Sandrine Bassières (SB): The best aspects? An international city used to dealing with international companies, it’s part of the European Union and geographically close to the other important EU states. Small and medium size businesses are also given a helping hand by the law, which is mainly thanks to EU.

What are the downsides to doing business in Paris?

KB: Many Parisians don’t speak English or will not feel comfortable speaking in English so a good level of French is important. Employment laws are very strict in France and it can be a real minefield to navigate. The bureaucracy is time-consuming and complicated so it helps to be accompanied by someone who is used to that.

SB: Bureaucracy and administration mean that it’s not easy to create a company. There are lots of things to pay for, far too many rules and regulations and a reluctance to take risks among many people. Staff representation and trade unions are quite powerful and are entitled to set-up bargaining units within a company.

How would you describe the business culture in Paris?

KB: Business culture in Paris is relatively formal and follows a complicated yet important etiquette. Working relationships are formed slowly but surely across years rather than months. Reputation is earned in the same kind of time-frame but once you have built your reputation, it is likely to remain solid. Many new arrivals to Paris find themselves adapting to the office culture which can be a little intimidating and tense, the French say exactly what they think! If you want to fit in with the workforce, make time to go to lunch with them every day. A sandwich at the desk just won’t do.

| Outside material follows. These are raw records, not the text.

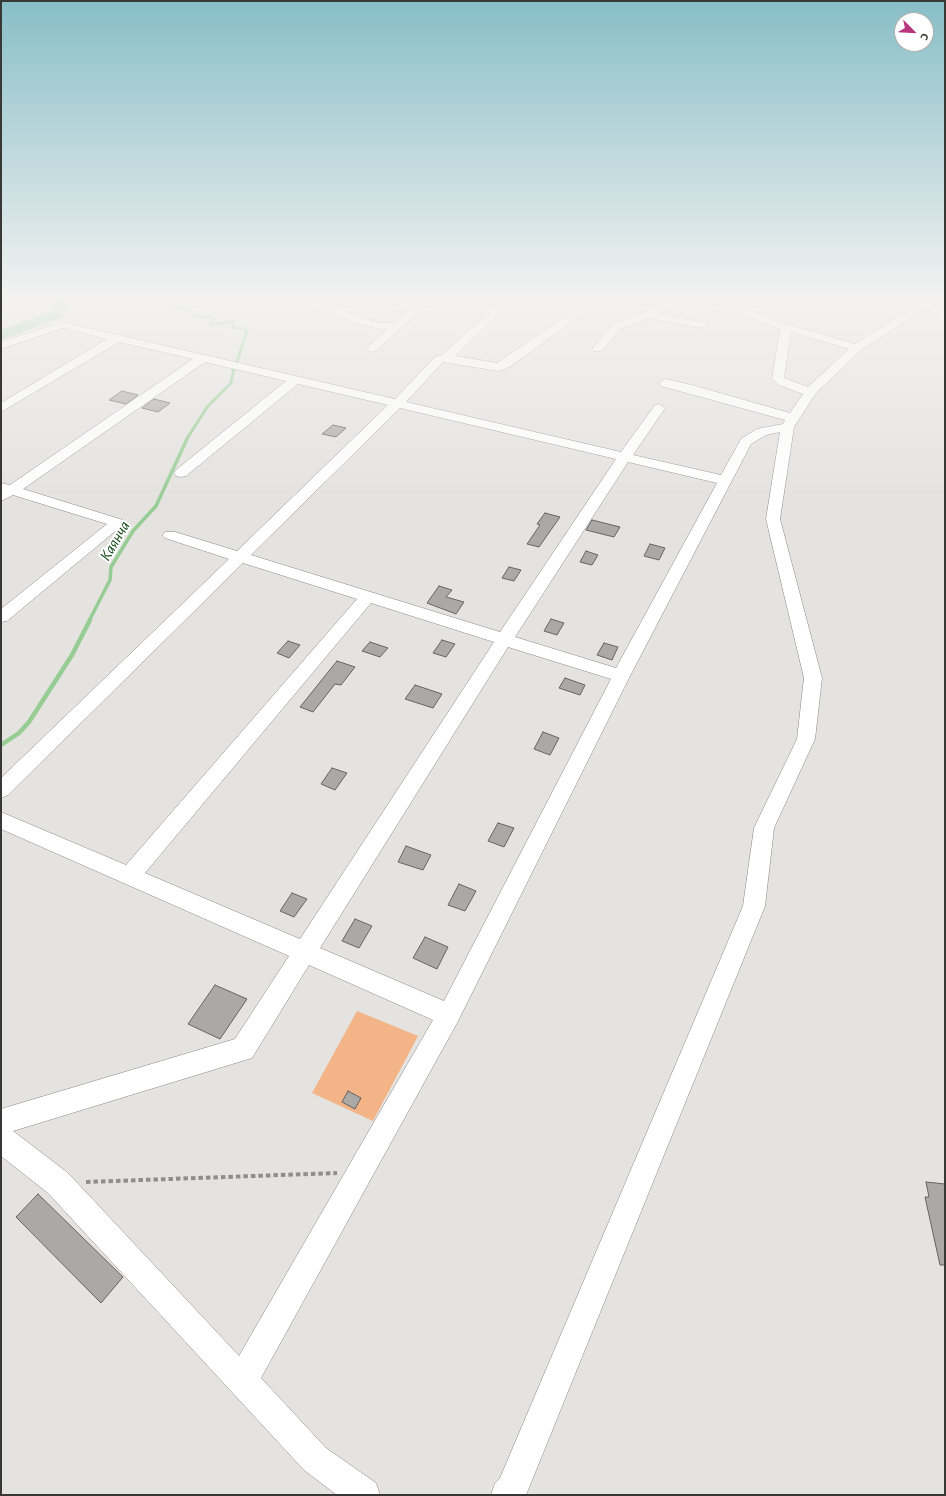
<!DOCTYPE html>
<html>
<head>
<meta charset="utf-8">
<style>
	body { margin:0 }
	#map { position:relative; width:946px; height:1496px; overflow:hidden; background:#e4e3e0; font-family:"Alegreya Sans",sans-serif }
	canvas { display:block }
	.frame { position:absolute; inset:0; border:2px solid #383836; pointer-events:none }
	.north { position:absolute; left:894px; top:12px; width:40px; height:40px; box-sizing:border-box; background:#fff; border:1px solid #afafaf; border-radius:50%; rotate:114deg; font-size:11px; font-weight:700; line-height:16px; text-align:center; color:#383836 }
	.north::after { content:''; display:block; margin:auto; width:14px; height:18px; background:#b8357c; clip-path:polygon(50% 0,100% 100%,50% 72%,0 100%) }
</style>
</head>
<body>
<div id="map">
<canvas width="946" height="1496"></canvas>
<div class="frame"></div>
<div class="north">С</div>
</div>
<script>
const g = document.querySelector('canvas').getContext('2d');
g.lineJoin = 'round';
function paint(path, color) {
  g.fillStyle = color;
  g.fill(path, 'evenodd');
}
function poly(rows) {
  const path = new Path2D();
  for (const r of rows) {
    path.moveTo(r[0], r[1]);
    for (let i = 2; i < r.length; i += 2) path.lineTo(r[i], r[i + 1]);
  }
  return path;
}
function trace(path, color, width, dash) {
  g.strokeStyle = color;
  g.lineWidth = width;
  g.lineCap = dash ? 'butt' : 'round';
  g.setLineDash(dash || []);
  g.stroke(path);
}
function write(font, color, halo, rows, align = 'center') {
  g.font = font + ' "Alegreya Sans",sans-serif';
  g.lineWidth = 4;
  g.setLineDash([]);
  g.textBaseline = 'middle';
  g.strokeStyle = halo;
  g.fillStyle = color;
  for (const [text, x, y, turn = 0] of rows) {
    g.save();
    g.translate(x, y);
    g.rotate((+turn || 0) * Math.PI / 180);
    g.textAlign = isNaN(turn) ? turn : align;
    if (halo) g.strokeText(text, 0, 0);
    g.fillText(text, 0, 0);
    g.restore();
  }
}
paint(poly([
	[357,1011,418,1036,373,1121,312,1093]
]), '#f3b487');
trace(poly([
	[176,295,170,303,175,308,191,311,194,317,212,317,214,319,210,323,211,325,232,321,233,328,242,328,247,331,236,365],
	[186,440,208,406,231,383,234,368]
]), '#98cc95', 3);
trace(poly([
	[89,621,110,580,111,567,133,531,156,506,187,439]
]), '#98cc95', 3.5);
trace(poly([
	[1,745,19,733,29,722,72,655,90,620]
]), '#98cc95', 4.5);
paint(poly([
	[58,295,72,295,63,317,1,340,1,330,52,311,58,295]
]), '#98cc95');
const building = poly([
	[122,391,138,395,126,404,109,400,122,391],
	[154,399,170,403,158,412,142,408,154,399],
	[333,425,346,428,336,437,322,434,333,425],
	[545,513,560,517,539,547,527,544,540,525,537,524,545,513],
	[592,520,620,527,614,537,586,530,592,520],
	[650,544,665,548,659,560,644,556,650,544],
	[586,551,598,555,592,565,580,562,586,551],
	[509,567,521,570,514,581,502,578,509,567],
	[439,586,452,590,446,597,464,602,456,614,427,603,439,586],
	[551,619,564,623,557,635,544,631,551,619],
	[442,640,455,644,446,657,433,653,442,640],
	[288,641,300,645,289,658,277,653,288,641],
	[370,642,388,648,380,657,362,651,370,642],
	[604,643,618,647,612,660,597,655,604,643],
	[337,661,355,667,341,685,335,684,313,712,300,707,337,661],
	[565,678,585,685,580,695,559,688,565,678],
	[415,685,442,694,433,708,405,699,415,685],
	[543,732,559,738,550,755,534,749,543,732],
	[332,768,347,773,335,790,321,784,332,768],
	[498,823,514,828,504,847,488,841,498,823],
	[406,846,431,855,423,870,398,862,406,846],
	[459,884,476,891,465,911,448,905,459,884],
	[292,893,307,899,294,917,280,911,292,893],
	[355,919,372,926,359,948,342,941,355,919],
	[425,937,448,947,437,969,413,958,425,937],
	[215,985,247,999,220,1039,188,1024,215,985],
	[348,1091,361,1098,355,1109,342,1102,348,1091],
	[926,1182,945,1184,945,1265,940,1265,925,1197,929,1197,926,1182],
	[38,1194,123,1277,101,1303,16,1217,38,1194]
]);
paint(building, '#aba9a6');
trace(building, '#666462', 1);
const minor = poly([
	[290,295,304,295,361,318,379,323,395,323,411,308,379,301,369,297,368,295,382,295,417,303,426,295,437,295,376,351,372,352,366,349,387,329,379,329,353,322,291,297,290,295],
	[508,295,519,295,455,356,497,363,597,295,609,295,511,366,502,370,498,371,443,362,406,402,621,452,655,405,659,404,665,408,633,455,721,475,741,439,757,429,783,424,785,420,661,386,659,383,665,379,692,385,790,413,803,394,779,385,772,379,780,329,699,298,658,314,706,323,708,325,706,327,702,328,648,318,620,329,602,351,594,351,592,349,612,325,687,295,711,295,776,321,855,344,921,302,920,295,930,295,931,302,945,313,945,321,941,320,926,308,861,350,816,393,794,427,780,519,822,678,815,739,774,828,765,906,526,1495,491,1495,495,1483,500,1478,743,906,754,828,797,739,804,678,766,519,780,432,766,435,751,444,630,676,457,1023,261,1378,326,1448,376,1483,380,1495,337,1495,304,1470,48,1193,1,1156,1,1109,235,1039,289,956,1,829,1,812,126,865,357,599,243,563,8,795,1,798,1,778,229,559,165,538,162,535,165,532,175,532,237,551,388,405,298,384,186,476,181,477,176,476,174,473,176,470,286,381,205,362,23,489,123,520,125,523,7,621,1,622,1,609,107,524,13,495,1,501,1,483,10,485,193,359,119,342,1,412,1,403,107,339,63,328,1,349,1,342,62,322,395,399,435,357,442,355,508,295],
	[791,332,849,349,808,387,784,378,791,332],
	[400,408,616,459,500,632,251,555,400,408],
	[628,462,717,483,616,668,515,637,628,462],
	[371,603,494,642,300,939,145,873,371,603],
	[508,647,611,679,444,1001,320,948,508,647],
	[309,965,433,1020,239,1356,68,1173,13,1131,252,1058,309,965]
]);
trace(minor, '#898885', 1);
trace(poly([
	[86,1182,337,1173]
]), '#8f8e8c', 4, [4.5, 3]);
paint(minor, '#fff');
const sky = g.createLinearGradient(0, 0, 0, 504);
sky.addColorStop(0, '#88bec7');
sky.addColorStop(0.59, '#f3f2f1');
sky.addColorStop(1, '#f3f2f100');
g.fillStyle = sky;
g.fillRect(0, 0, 946, 504);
write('italic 16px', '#0a410b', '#fff', [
	["Каянча",115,541,-59]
]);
</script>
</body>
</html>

SB: Business culture in Paris is linked to the French culture, meaning the business etiquette is rather important. Dress code is something which cannot be ignored and it's also important to show that you are interested in the French culture.

What are the costs of doing business in Paris?

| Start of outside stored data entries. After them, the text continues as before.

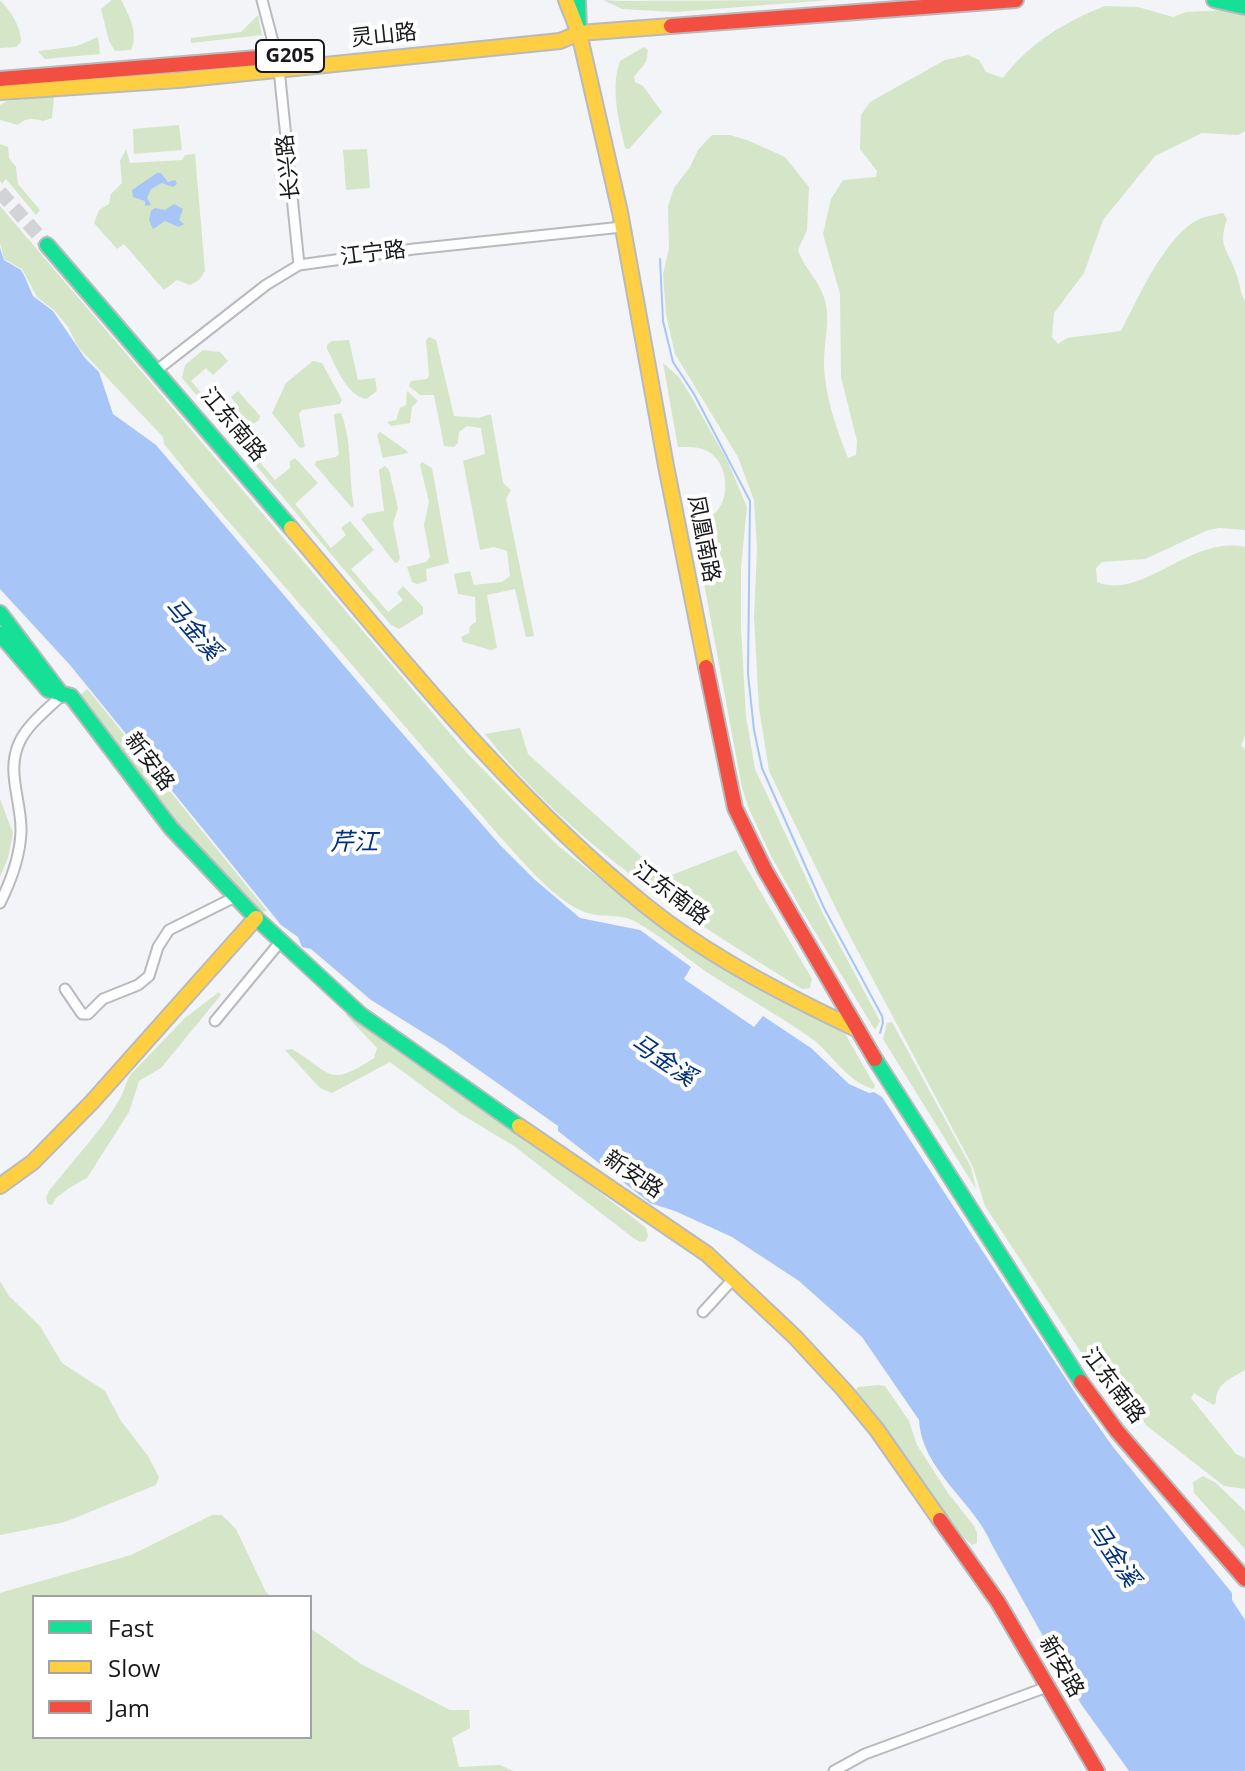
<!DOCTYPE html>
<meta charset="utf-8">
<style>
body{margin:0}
#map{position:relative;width:1245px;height:1771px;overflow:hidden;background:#f2f4f7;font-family:"Open Sans",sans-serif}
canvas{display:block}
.legend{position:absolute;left:32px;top:1595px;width:280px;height:144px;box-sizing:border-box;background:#fff;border:2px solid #a3a3a4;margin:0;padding:10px 14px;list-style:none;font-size:24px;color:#18191b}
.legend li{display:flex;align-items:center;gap:16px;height:40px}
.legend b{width:40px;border:2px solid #a3a3a4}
</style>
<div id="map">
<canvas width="1245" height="1771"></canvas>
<ul class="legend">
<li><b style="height:10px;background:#16e098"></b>Fast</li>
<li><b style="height:10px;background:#ffcf43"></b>Slow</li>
<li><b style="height:10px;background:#f24e42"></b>Jam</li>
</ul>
</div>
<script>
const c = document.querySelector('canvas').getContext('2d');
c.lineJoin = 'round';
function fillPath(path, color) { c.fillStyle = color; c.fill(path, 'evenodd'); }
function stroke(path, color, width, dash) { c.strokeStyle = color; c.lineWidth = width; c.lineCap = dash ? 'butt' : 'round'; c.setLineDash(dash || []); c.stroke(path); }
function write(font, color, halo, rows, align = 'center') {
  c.font = font + ' "Open Sans","Noto Sans SC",sans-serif'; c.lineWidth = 8; c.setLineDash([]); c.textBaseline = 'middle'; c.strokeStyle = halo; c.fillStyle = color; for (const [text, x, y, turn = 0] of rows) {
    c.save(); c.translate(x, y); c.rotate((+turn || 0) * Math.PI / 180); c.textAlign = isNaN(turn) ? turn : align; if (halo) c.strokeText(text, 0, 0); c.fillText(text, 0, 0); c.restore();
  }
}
const green = new Path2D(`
 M0,0C11,12 21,26 21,42L16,47L0,48Z
 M112,0H121C129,15 139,34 131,50L115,51L109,41L101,9Z
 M603,0L620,1L830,0L675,12L622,9Z
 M1105,6L1138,7L1173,17L1186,12L1226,10L1245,16V131L1238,135L1202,133L1155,156L1103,220L1084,273L1054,313L1052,337L1058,344L1067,338L1121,331C1139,297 1164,237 1199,219C1206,216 1215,215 1223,213L1227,219C1217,248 1229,250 1237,276C1240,284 1240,293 1245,301V530L1219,528L1208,530L1145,559L1102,562L1096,568L1097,582C1143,601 1190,535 1245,547V735L1241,746L1245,749V1370C1230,1379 1215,1384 1216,1403L1213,1405L1194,1393L1191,1398L1236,1454L1245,1458V1489L1224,1486L1147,1426L1133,1409L1118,1401L1107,1392L985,1206L973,1167L844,925L769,771L759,708L754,617L757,549L754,500L738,457L675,354L666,315L663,274L669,248L668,206L674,188L690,167L698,150L712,135H730L747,140L785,157L809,187L807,230L798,250C805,271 822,282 826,305C830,324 823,347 824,367C826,399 836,428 848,458L856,455L857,441L841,377L840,294L823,234L831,199L843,180L876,177L877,171L860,149L861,115L870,102L945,60L968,55L979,60L986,72L1003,78C1028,44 1066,21 1105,6Z
 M258,15L262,35L191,43V38L241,32Z
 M98,37L100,54L45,59L39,53V51L77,46Z
 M644,47L648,50L646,62L634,77L635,82L643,86L662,112L629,149L625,148C619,120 610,89 620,61Z
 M54,96L52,118L43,121C34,118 25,118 18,125L0,120V105L7,101Z
 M179,125L182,150L134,154L133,129Z
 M0,144L8,147L9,158L16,167L18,184L40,210L36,215L6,179L2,184L0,181Z
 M126,149L130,163L182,160L185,155L195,154L205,271L199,280L190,285L177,280L164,290L124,244L117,249L94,223L99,210L109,204L111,194L122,183L120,161Z
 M367,149L370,188L346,190L343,150Z
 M0,206L466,752L557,845L645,915L708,957L784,1002L843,1030L875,1086L873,1089C844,1080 832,1052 808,1036C775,1013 739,993 705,971C682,955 660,935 636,922C621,913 603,918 588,913C557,904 523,861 501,838L204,493L164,444L163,437L78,347L68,327L55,311L37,297L22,269L4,259L0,243Z
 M429,337L436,340L454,416L479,418L491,414L503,483L511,490L506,499L534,636L526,637L515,589L487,595L497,648L491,650L463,642L461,637L469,633L470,626L476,622L475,597L458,594L454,574L470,571L474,585L502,582L510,576L507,551L494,547L480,550L463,461L485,454L481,428L467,426L459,432L458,443L454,447L444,446L434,395H420L409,386L411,381L427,379L429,375L426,340Z
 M349,340L358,380L375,378L377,391L366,399C346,395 336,366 327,349V345L332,341Z
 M203,350L220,352L228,361L213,375L206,368L191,381L222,418L237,405L231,397L238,391L260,416L259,420L237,435L275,480L290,468V461L295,458L318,483L295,504L331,548L346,535L341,528L350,521L374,550L351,569L388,612L403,600L397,593L403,586L423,607V614L399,629L391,625L182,378L185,365Z
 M313,361L322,363L342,400L340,404L302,410L299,414L305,447L300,448L272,413L286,383Z
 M663,363L679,377L692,398L728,462L747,507L741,567V628L746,716L755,769L824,916L880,1021L875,1030L800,907L771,856L749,809L742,788L693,524C701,521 710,518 716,512C732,495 727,459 705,450C697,446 687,447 678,447Z
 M407,391L418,401L412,407L410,423L391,426L387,422L396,420L400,408L406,405Z
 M341,413C353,444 348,474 354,506L352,508L315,465L316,461L336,457L339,454L334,414Z
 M380,432L407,451L408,453L383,458L377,435Z
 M422,462L432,468L449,563L426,569L427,581L417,584L412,582L407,567L426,562L430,557L424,525L429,502L420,465Z
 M385,466L389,470L398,508L393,523L400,558L398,562L395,563L361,519L367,514L384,511L379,470Z
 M87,689L89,691L267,911L261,912L169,819L79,696Z
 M520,728L528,754L662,875L669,876L736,850L812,979L810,988L802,989C687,918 569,842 485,734Z
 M0,799L13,833L8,858L0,877Z
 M219,992L221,995L161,1068L139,1081L129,1112L87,1178L69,1188L56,1198L52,1205L48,1204L46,1198L49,1191C72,1161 99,1134 118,1102C124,1093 125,1083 131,1074L185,1018Z
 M347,1012L482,1104L636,1220L646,1228L648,1236L646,1241L640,1242L632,1237L514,1146L459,1113L390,1062L332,1093L320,1088L285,1050L292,1049C333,1074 328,1088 374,1058L377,1048L346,1015Z
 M892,1022L971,1167L976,1189L883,1039L887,1023Z
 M0,1281L9,1296L40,1326L62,1363L105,1391L121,1421L148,1456L159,1477L156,1485L65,1522L0,1535Z
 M878,1385L885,1386L909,1421L917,1445L948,1493L974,1526L977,1533V1543L972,1545L963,1537L875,1414L855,1392L858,1387Z
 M1203,1476L1216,1483L1245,1511V1549L1194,1493L1193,1482Z
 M212,1515H222L236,1529L266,1592L272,1597H34V1737H310V1628L361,1664L450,1710H469L470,1728L452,1738L459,1767L500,1765L513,1771H0V1593L131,1555Z`);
const water = new Path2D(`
 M157,173H161L168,182L175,180L177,184L173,187L162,183L151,189L147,198L151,205L145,206V201L133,197L132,190Z
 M174,204L183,209L179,220L184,224L179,227L165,221L153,229L149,220L151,211L155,208L165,210Z
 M0,248L4,260L21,270L25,277L33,296L53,311L85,358L99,372L113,414L156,445L381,709L500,845L534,879L580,918L640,930L691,967L684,979L754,1027L763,1016L811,1048L849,1084L869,1093L874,1092L882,1097L1081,1402L1113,1447L1232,1593V1600L1245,1620V1771H1129L1081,1704L992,1545C974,1501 922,1471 919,1420L862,1337L799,1281L732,1237L675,1211L650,1203L558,1131V1126L445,1046L371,1000L311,949L302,947L298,937L281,925L70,665L0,589Z`);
const stream = new Path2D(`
 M660,259L663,321L673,362L694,394L750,501L748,674L754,730L762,768L824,908L882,1016L883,1023L880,1033`);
const secondaryTunnel = new Path2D(`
 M0,192L47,245`);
const street = new Path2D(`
 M262,0L277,57
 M279,69L299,265
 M157,370L266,285L299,265L414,249L622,227
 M0,903C11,881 20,857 21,832C22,801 5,771 20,741C29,723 48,709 62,695
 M65,989L82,1014H88L103,999L138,985L149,976L158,947L169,930L235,897
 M215,1021L281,941
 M703,1312L734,1278
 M834,1771L865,1754L1047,1687`);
const fast = new Path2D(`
 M578,0L579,29
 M1214,0L1245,7
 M47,245L291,528
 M0,613L62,695
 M0,634L48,690L71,696L171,828L256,918L360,1014L519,1126
 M875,1059L1081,1382`);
const slow = new Path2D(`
 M566,0L579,33L620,212L666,466L706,667
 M0,92L178,80L560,41L579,33L671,26
 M291,528C403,660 510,796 645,905C708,956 781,993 854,1028
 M519,1126L707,1254L795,1337L844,1390L877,1430L940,1520
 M0,1186L33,1162L92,1102L256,918`);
const jam = new Path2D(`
 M671,26L1016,0
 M0,79L294,55
 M706,667L735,808L765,870L875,1059
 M1081,1382L1117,1431L1245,1579
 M940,1520L998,1602L1097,1771`);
const shields = [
 [290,56,68]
];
const shieldNames = [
 ["G205",290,56]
];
const streetNames = [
 ["灵山路",384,36,-6],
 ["长兴路",289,167,-96],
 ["江宁路",373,254,-7],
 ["江东南路",233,425,50],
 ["凤凰南路",703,539,79],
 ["新安路",149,762,53],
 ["江东南路",671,894,37],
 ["新安路",633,1175,34],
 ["江东南路",1113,1386,53],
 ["新安路",1061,1667,60]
];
const waterNames = [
 ["马金溪",192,630,49],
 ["芹江",354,843],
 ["马金溪",663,1061,34],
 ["马金溪",1113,1555,56]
];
fillPath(green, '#d5e5c8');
fillPath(water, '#a7c5f6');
stroke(stream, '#a7c5f6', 2);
stroke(secondaryTunnel, '#d1d3d6', 14, [14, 7]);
stroke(street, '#b8babc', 13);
stroke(fast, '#b8babc', 18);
stroke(slow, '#b8babc', 18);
stroke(jam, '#b8babc', 18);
stroke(street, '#fdfdfe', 9);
stroke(fast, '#16e098', 14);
stroke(slow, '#ffcf43', 14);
stroke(jam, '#f24e42', 14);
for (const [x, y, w] of shields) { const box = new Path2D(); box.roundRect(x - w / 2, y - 16, w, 32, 6); c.fillStyle = '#fff'; c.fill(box); stroke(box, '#18191b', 2); }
write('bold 20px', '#18191b', null, shieldNames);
write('22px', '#18191b', '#fff', streetNames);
write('italic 24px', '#00317d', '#fff', waterNames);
</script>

KB: High social charges and high taxation in particular make France an expensive country in which to operate. Having said that, office space as well as housing and living costs remain affordable in comparison to other cities such as London.

SB: Although ‘auto–entrepreneur’ has been created, it's still expensive to start a business in Paris, due to charges and taxes, and it's even more expensive if you want to hire somebody.

As for the specificity of charges: collected by URSSAF employers share of charge represents 42% of gross wages and the employees share approximately 22%.

What tips would you give to an entrepreneur thinking of starting-up in Paris?

KB: Paris is not an obvious choice for a foreign entrepreneur but it’s certainly worth considering if you love the city on a personal level. Consulting a French lawyer and /or accountant with your specific plan is the essential first step to highlight anything in the French system which may become a big obstacle.

Being prepared to commit to steady long term growth, to excellence in customer service and really hard work, could mean that your business may well stand out from the crowd and enjoy long term success.

SB: Compare the pros and cons with those of other cities, seek out information on taxes and such like and consult a local lawyer or consultant about the rules and regulations which you will be forced to deal with. Understanding the French culture is vital.